- Data for analysis

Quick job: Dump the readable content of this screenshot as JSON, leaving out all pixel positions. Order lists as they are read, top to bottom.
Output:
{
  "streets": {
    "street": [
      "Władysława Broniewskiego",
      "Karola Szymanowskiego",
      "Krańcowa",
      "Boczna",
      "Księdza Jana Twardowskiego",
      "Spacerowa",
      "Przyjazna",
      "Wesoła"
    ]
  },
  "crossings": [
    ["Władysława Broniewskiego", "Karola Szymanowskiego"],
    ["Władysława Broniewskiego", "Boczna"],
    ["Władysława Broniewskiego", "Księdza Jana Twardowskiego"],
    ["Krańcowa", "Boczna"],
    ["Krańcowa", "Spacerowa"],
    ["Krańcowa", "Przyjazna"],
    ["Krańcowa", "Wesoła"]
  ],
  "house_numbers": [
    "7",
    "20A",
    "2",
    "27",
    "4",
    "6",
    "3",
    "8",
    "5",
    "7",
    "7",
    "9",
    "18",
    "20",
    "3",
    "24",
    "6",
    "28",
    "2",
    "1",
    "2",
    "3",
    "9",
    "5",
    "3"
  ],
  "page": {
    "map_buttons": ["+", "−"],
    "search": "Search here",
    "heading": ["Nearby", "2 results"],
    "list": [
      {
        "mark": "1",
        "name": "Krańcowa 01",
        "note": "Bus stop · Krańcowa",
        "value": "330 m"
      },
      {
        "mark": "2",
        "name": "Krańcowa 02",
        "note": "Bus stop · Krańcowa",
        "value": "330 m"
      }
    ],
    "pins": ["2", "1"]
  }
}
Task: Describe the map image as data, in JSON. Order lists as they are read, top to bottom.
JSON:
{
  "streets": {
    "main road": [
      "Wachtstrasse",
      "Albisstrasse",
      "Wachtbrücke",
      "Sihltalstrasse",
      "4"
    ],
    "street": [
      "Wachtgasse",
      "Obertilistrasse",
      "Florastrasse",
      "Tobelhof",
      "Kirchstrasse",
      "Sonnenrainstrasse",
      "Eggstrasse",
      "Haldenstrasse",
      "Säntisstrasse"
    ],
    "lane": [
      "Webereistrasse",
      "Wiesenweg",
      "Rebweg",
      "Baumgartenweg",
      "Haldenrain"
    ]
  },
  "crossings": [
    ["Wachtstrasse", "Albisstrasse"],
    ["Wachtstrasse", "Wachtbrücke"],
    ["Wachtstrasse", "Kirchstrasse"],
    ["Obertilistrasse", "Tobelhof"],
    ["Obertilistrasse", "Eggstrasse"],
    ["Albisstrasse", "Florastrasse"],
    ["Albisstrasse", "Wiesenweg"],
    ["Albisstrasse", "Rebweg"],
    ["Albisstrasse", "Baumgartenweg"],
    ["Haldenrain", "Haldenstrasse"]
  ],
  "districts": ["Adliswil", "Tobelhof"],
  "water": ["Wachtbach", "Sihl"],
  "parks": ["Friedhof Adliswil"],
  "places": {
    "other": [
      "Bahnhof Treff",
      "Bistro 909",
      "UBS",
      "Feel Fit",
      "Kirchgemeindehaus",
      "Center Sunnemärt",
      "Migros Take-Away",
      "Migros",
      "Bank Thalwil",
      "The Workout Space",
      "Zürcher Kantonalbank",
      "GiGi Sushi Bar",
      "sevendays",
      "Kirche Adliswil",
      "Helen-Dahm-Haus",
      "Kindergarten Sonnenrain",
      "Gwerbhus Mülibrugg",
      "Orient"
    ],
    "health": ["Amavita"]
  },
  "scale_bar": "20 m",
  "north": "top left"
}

- Task objective
Transcribe the full listing exactly, keeping every word as it is.

- Answer to the exercise
Quick job: Dump the readable content of this screenshot as JSON, leaving out all pixel positions. Order lists as they are read, top to bottom.
Output:
{
  "streets": {
    "street": [
      "Władysława Broniewskiego",
      "Karola Szymanowskiego",
      "Krańcowa",
      "Boczna",
      "Księdza Jana Twardowskiego",
      "Spacerowa",
      "Przyjazna",
      "Wesoła"
    ]
  },
  "crossings": [
    ["Władysława Broniewskiego", "Karola Szymanowskiego"],
    ["Władysława Broniewskiego", "Boczna"],
    ["Władysława Broniewskiego", "Księdza Jana Twardowskiego"],
    ["Krańcowa", "Boczna"],
    ["Krańcowa", "Spacerowa"],
    ["Krańcowa", "Przyjazna"],
    ["Krańcowa", "Wesoła"]
  ],
  "house_numbers": [
    "7",
    "20A",
    "2",
    "27",
    "4",
    "6",
    "3",
    "8",
    "5",
    "7",
    "7",
    "9",
    "18",
    "20",
    "3",
    "24",
    "6",
    "28",
    "2",
    "1",
    "2",
    "3",
    "9",
    "5",
    "3"
  ],
  "page": {
    "map_buttons": ["+", "−"],
    "search": "Search here",
    "heading": ["Nearby", "2 results"],
    "list": [
      {
        "mark": "1",
        "name": "Krańcowa 01",
        "note": "Bus stop · Krańcowa",
        "value": "330 m"
      },
      {
        "mark": "2",
        "name": "Krańcowa 02",
        "note": "Bus stop · Krańcowa",
        "value": "330 m"
      }
    ],
    "pins": ["2", "1"]
  }
}
Task: Describe the map image as data, in JSON. Order lists as they are read, top to bottom.
JSON:
{
  "streets": {
    "main road": [
      "Wachtstrasse",
      "Albisstrasse",
      "Wachtbrücke",
      "Sihltalstrasse",
      "4"
    ],
    "street": [
      "Wachtgasse",
      "Obertilistrasse",
      "Florastrasse",
      "Tobelhof",
      "Kirchstrasse",
      "Sonnenrainstrasse",
      "Eggstrasse",
      "Haldenstrasse",
      "Säntisstrasse"
    ],
    "lane": [
      "Webereistrasse",
      "Wiesenweg",
      "Rebweg",
      "Baumgartenweg",
      "Haldenrain"
    ]
  },
  "crossings": [
    ["Wachtstrasse", "Albisstrasse"],
    ["Wachtstrasse", "Wachtbrücke"],
    ["Wachtstrasse", "Kirchstrasse"],
    ["Obertilistrasse", "Tobelhof"],
    ["Obertilistrasse", "Eggstrasse"],
    ["Albisstrasse", "Florastrasse"],
    ["Albisstrasse", "Wiesenweg"],
    ["Albisstrasse", "Rebweg"],
    ["Albisstrasse", "Baumgartenweg"],
    ["Haldenrain", "Haldenstrasse"]
  ],
  "districts": ["Adliswil", "Tobelhof"],
  "water": ["Wachtbach", "Sihl"],
  "parks": ["Friedhof Adliswil"],
  "places": {
    "other": [
      "Bahnhof Treff",
      "Bistro 909",
      "UBS",
      "Feel Fit",
      "Kirchgemeindehaus",
      "Center Sunnemärt",
      "Migros Take-Away",
      "Migros",
      "Bank Thalwil",
      "The Workout Space",
      "Zürcher Kantonalbank",
      "GiGi Sushi Bar",
      "sevendays",
      "Kirche Adliswil",
      "Helen-Dahm-Haus",
      "Kindergarten Sonnenrain",
      "Gwerbhus Mülibrugg",
      "Orient"
    ],
    "health": ["Amavita"]
  },
  "scale_bar": "20 m",
  "north": "top left"
}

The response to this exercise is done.